*THE INPUT*
-------

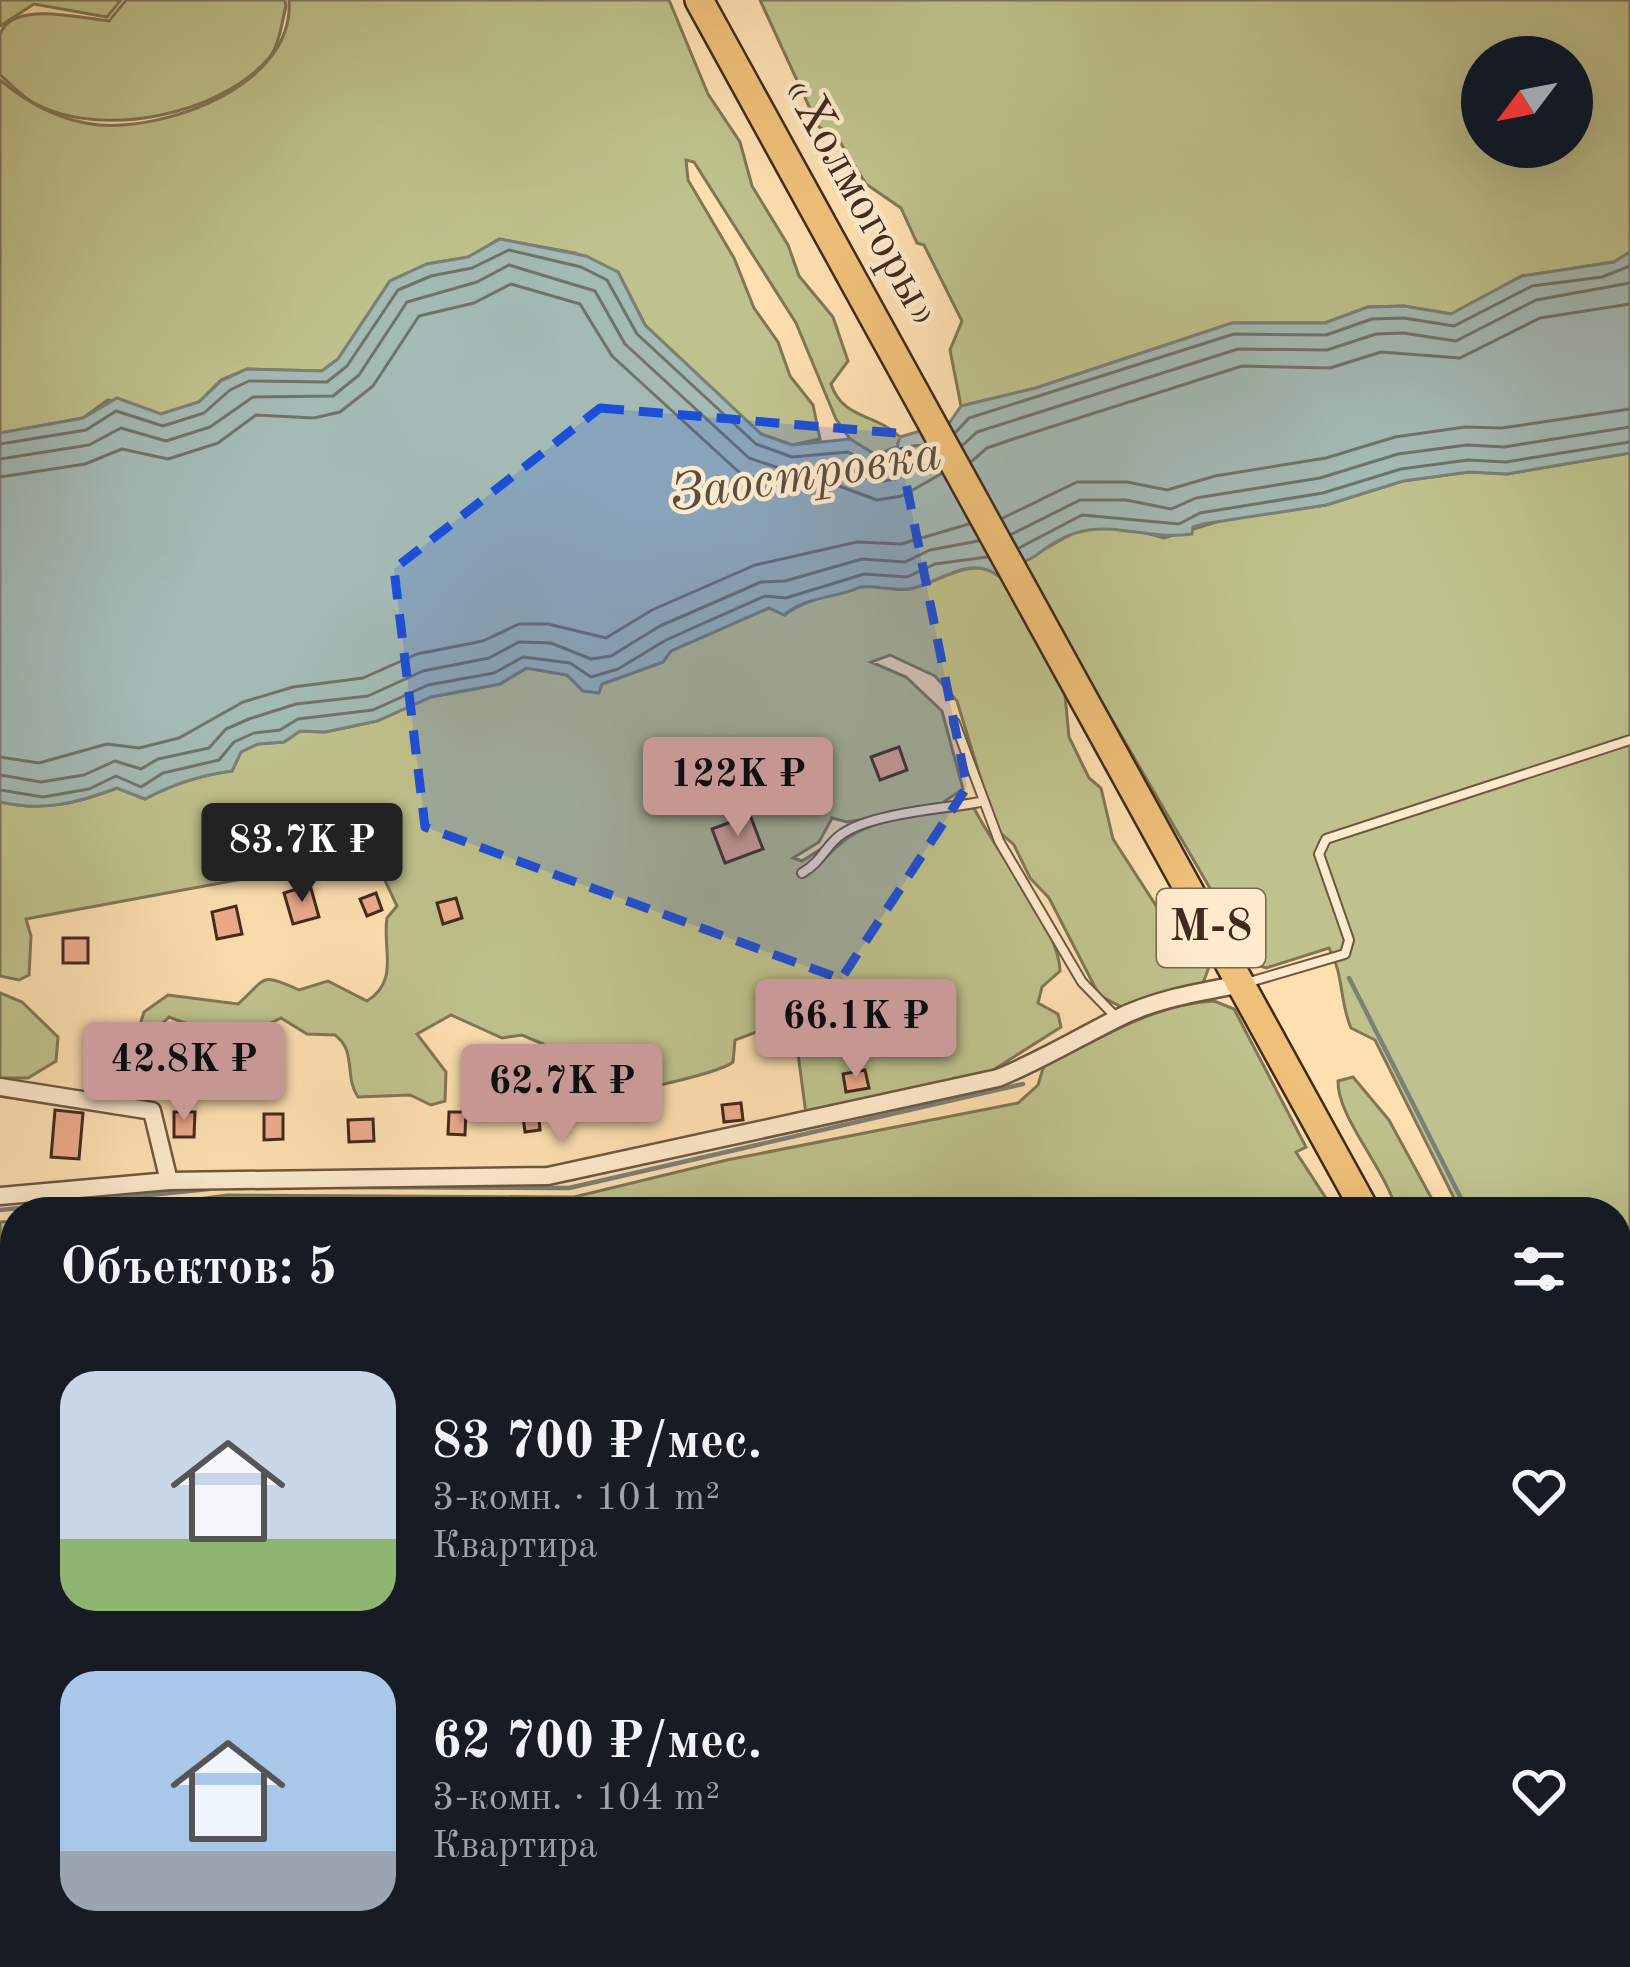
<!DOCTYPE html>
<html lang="ru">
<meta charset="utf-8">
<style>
body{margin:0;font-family:"Old Standard TT",serif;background:#242831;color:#f1f3f6;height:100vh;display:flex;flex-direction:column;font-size:45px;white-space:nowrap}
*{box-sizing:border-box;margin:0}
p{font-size:39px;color:#9ea1a6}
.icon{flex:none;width:66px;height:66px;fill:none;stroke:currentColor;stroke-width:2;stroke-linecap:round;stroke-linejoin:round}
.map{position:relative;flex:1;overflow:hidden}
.sheet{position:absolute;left:0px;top:1197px;width:1632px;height:771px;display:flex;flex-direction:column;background:#171b24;border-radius:48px 48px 0 0;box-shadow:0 12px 48px #0002}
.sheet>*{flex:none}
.needle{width:78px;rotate:238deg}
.fabs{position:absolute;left:1461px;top:36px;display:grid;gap:24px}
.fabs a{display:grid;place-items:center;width:132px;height:132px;border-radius:50%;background:#171b24;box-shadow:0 12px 48px #0002;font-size:60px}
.price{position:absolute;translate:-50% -102px;padding:0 27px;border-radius:12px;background:#c59692;color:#111;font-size:39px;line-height:78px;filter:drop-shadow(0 3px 6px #0008)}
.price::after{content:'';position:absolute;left:50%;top:72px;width:36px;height:27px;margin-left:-18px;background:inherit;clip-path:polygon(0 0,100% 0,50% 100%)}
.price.active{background:#222;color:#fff}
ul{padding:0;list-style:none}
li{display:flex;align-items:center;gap:36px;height:300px;padding:0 60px}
li span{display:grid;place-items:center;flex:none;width:336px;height:240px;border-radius:36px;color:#555}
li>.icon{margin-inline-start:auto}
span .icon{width:144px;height:144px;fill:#fffc;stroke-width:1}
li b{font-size:51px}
h2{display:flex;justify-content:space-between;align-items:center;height:144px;padding:0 60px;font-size:51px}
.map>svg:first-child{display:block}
.green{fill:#bfc28c;stroke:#807656;stroke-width:3;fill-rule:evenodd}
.water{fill:#a3bab5;stroke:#7b8079;stroke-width:3}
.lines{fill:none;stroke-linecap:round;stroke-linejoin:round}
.shore{stroke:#72726a;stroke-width:3}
.stream{stroke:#7b8079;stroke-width:4.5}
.building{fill:#eeab8c;stroke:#402a1f;stroke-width:3}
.service-casing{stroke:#705743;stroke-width:12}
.minor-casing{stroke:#705743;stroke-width:21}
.trunk-casing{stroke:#402a1f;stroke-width:32}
.service{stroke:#feeacc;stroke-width:8}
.minor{stroke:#feeacc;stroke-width:16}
.trunk{stroke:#efc078;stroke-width:27}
.marked{fill:#1d4ed8;fill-opacity:0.2;stroke:#1d4ed8;stroke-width:9;stroke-dasharray:24 15;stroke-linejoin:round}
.labels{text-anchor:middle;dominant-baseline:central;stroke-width:9;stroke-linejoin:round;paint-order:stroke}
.shield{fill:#feeacc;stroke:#796453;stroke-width:3}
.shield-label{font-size:45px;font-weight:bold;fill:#402a1f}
.street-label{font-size:48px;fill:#402a1f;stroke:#feeacc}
.water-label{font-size:51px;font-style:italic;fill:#594e44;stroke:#feeacc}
</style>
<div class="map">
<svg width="1630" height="1967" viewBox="0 0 1630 1967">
<rect width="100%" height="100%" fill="#fedfb0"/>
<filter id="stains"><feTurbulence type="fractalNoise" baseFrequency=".00167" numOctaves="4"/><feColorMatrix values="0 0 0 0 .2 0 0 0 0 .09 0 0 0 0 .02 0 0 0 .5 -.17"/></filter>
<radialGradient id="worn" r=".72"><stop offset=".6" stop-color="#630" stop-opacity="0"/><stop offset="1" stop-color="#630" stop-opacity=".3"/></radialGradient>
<g class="green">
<path d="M0 0H121L107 17 34 4 0 26Z"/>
<path d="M126 0H285L286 6C282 21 279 47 269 58 220 115 102 139 36 104 23 98 11 84 0 75 0 63 0 46 0 35 10 0 80 18 109 21Z"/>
<path d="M289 0H669L708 94 740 142 752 186 788 245 799 276 833 317 848 361 831 384C843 420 876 413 900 437L897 447 876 455 850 439 836 419 796 323 694 162 686 160 688 180 734 258 754 308 778 342 790 376 813 405 820 439 792 445 761 434 645 325 618 272 575 253 499 239 469 257 427 264 390 281 338 359 322 371 247 369 221 380 199 402 161 414 108 400 83 418 0 433V80C29 104 61 122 100 125 170 130 295 84 289 0Z"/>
<path d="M760 0H1630V252L1614 262 1522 276 1451 314 1404 306 1368 307 1325 323H1232L1036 388 961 406 950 350 962 321 924 245 917 243 901 208 866 184 840 142 818 126ZM1482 57H1572V147H1482Z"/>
<path d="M1630 453V1549L1617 1530V1212H1461L1375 1040 1351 1028C1339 1000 1344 974 1329 948L1266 968 1254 964 1057 625 1038 643 1065 695 1069 737 1089 778 1101 788 1113 839 1184 949 1194 957 1203 950 1209 967 1203 983 1125 1009 1099 995 1049 898 1030 878 1014 845 996 829 957 701 935 676 890 655 871 662 906 677 942 711 963 789 945 801 948 805 847 822 832 818 819 842 793 858 802 861 829 844 822 858 799 871 801 876C820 866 829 852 845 840 878 815 935 814 974 808 996 853 1059 927 1060 971L1042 987 1038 1003 1058 1014 1061 1027 990 1072 806 1114 795 1031 767 1028 735 1040 733 1062C719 1074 600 1100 578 1099L560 1084 543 1044 522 1035 502 1038 451 1015 417 1034 446 1072 445 1101 431 1105 410 1095 358 1097C344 1077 357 1051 335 1035L307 1034 281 1018 257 1030 198 1028 169 1017 153 1033 161 1046C178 1051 185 1040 200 1041 223 1043 245 1067 243 1089L224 1098 181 1094 160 1078 138 1031 144 1012 168 995 238 1004C267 979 258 971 299 990L328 981 367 1001C400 980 382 949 387 918L397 906 373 855 26 919 31 936 29 975 19 980 0 976V802C43 812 78 803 117 788L145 799C171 785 200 775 232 771L241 752 258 744 284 742 300 731 325 732 377 721 431 697 500 684 527 668 567 675 583 691 598 692 602 684 663 662 670 651 769 608 785 615C797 603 855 585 872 586 885 587 897 591 910 589 938 584 969 555 998 575L1084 527H1124L1164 538 1223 520 1326 505 1403 481 1469 472 1507 474Z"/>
<path d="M0 993 22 1002 58 1037 56 1061 28 1078H0Z"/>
<path d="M1214 1001 1234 1009 1306 1147 1296 1152 1335 1212H101L227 1195 574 1197 727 1160 1018 1103 1038 1085 1044 1065C1100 1040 1151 1004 1214 1001Z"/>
<path d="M1353 1077 1389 1120 1439 1212H1397C1386 1169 1337 1117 1338 1081Z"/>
<path d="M15 1221V1953H1617V1782L1630 1802V1967H0V1222Z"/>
</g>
<path class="water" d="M500 239 586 256 618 272 645 325 761 434 792 445 850 439 876 455 897 447 900 437 950 422 961 406 1036 388 1232 323H1325L1368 307 1404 306 1451 314 1522 276 1614 262 1630 252V453L1507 474 1469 472 1403 481 1326 505 1203 524 1193 527 1192 534C1129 542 1097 507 1038 554 1029 562 1009 565 998 576 970 553 936 585 908 589 892 591 876 585 860 587 839 598 805 596 784 615L769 608 671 651 663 662 602 684 599 693 583 691 567 675 526 668 500 684 431 697 377 721 325 732 300 731 284 742 258 744 241 752 232 771C201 775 171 785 145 799L117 788C77 803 43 812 0 802V433L83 418 117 398 161 414 199 402 221 381 247 369 322 371 338 359 390 281 427 264 468 257Z"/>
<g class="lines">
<g class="shore">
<path d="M956 432 969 418 1234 334 1326 335 1372 319 1404 318 1454 326 1532 286 1602 277 1630 266"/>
<path d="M0 444 86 430 116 411 163 426 204 413 230 390 249 381 327 382 347 366 398 290 431 276 472 268 509 250 581 267 607 280 637 334 756 444 792 457 848 452 877 467 893 464 912 446 925 445"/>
<path d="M963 445 977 432 1238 349 1327 350 1376 334 1403 333 1456 341 1536 300 1630 283"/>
<path d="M0 459 89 445 121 428 166 441 210 427 253 397 333 396 359 375 407 302 477 282 509 265 595 291 625 344 749 458 791 472 844 468 877 482 896 479 932 458"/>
<path d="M972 461 987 448 1016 438 1242 366 1330 368 1381 352 1460 358 1540 318 1630 304"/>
<path d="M0 477 85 464 122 449 168 459 218 443 256 415 314 418 340 412 373 386 419 316 474 303 511 284 580 304 612 356 741 474 785 489 839 486 877 500 902 496 941 474"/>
<path d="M1003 518 1077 482H1127L1167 490 1215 476 1326 458 1395 437 1465 427 1502 428 1630 409"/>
<path d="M1012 534 1080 500H1126L1171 509 1196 498 1320 478 1398 454 1467 445 1504 447 1630 427"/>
<path d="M1019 548 1082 515 1179 524 1200 513 1323 493 1401 469 1468 460 1506 462 1630 442"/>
<path d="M0 757 39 763 107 744 139 748 179 738 243 702 293 687 363 678 417 654 483 641 519 624H548L606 638 652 610 755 565 857 542 901 544 969 524"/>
<path d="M0 775 41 782 84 775 115 761 141 769 158 759 209 748 226 729 249 719 296 704 368 696 423 671 489 658 519 642 551 643 591 659 611 656 660 626 761 582 785 581 862 559 905 562 930 550 978 541"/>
<path d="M0 790 43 797 89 789 116 776 141 787 163 773 219 760 234 742 254 733 280 730 298 719 373 710 428 685 494 673 523 657 570 663 591 677 618 669 666 640 765 596 786 598 864 574 907 577 935 564 987 557"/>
</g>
<g class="stream">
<path d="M1349 978 1468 1212"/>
<path d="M340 1187 569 1188 1023 1084"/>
<path d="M0 1210 209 1189"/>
<path d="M1617 1498 1630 1521"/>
</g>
</g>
<g class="building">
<path d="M899 747 907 770 880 780 871 757Z"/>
<path d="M750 815 763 849 725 863 712 829Z"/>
<path d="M310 885 319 917 293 924 284 893Z"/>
<path d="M376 893 382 910 367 916 360 899Z"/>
<path d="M456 898 462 918 443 924 437 903Z"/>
<path d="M236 906 242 934 217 939 212 912Z"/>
<rect x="63" y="938" width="25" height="25"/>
<path d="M865 1070 869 1088 846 1092 843 1074Z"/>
<path d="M741 1103 743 1120 724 1122 722 1105Z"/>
<path d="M538 1107 540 1130 525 1132 522 1109Z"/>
<path d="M55 1110 83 1113 79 1159 51 1157Z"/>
<path d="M174 1112H195L194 1137H174Z"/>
<path d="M449 1112H466L465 1135 448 1134Z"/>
<path d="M264 1114H283V1139L264 1140Z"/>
<path d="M373 1119 374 1141 349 1142 348 1120Z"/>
</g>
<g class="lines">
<g class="service-casing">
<g id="service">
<path d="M955 723 999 841 1082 982 1116 1017"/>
<path d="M802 873C823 861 826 844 842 834 872 813 943 809 980 802"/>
<path d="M1246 983 1345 954 1349 940 1319 854 1326 839 1630 740"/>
</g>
</g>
<g class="minor-casing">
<g id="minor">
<path d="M0 1087 152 1111 169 1181"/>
<path d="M0 1196 169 1181 548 1176 998 1078C1040 1061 1076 1039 1116 1019 1155 999 1200 992 1242 984"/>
</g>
</g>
<g class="trunk-casing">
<g id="trunk">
<path d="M699 0 1366 1212"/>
<path d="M1617 1668 1630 1691"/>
</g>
</g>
<use href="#service" class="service"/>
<use href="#minor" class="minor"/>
<use href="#trunk" class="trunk"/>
</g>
<path class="marked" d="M600 408 896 433 967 787 841 979 425 827 394 569Z"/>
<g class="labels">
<rect class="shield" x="1157" y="889" width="108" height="78" rx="9"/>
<g class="shield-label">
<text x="1211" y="928">М-8</text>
</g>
<g class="street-label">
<text transform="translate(861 202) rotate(61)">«Холмогоры»</text>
</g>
<g class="water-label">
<text transform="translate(806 476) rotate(-9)">Заостровка</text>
</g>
</g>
<rect width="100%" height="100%" filter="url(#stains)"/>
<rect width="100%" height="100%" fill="url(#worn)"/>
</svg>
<div class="fabs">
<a><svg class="needle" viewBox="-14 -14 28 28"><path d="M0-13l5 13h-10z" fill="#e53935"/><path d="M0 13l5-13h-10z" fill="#9ea1a6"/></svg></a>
</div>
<b class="price" style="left:738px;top:839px">122K ₽</b>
<b class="price active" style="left:302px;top:905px">83.7K ₽</b>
<b class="price" style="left:856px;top:1081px">66.1K ₽</b>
<b class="price" style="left:184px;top:1124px">42.8K ₽</b>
<b class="price" style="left:562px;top:1146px">62.7K ₽</b>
<section class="sheet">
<h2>Объектов: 5<svg class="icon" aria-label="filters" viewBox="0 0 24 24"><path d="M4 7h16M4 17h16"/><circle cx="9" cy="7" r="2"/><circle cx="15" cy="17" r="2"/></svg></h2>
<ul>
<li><span style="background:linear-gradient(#c9d6e8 70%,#8fb573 0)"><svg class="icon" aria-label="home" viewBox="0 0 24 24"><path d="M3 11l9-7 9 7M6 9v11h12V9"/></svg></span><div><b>83 700 ₽/мес.</b><p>3-комн. · 101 m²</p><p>Квартира</p></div><svg class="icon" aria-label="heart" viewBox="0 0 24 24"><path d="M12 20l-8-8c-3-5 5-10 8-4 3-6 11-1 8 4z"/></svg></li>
<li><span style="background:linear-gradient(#a9c7e8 75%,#9aa5b1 0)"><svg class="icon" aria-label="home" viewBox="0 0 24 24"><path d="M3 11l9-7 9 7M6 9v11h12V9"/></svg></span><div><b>62 700 ₽/мес.</b><p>3-комн. · 104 m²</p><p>Квартира</p></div><svg class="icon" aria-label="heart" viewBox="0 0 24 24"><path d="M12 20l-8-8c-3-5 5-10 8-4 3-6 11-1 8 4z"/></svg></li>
</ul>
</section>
</div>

-------

*ACTIVITY*
Only the number is wanted: how many lines of the material contain the word "fabs"?

*OUTPUT FOR THIS EXERCISE*
3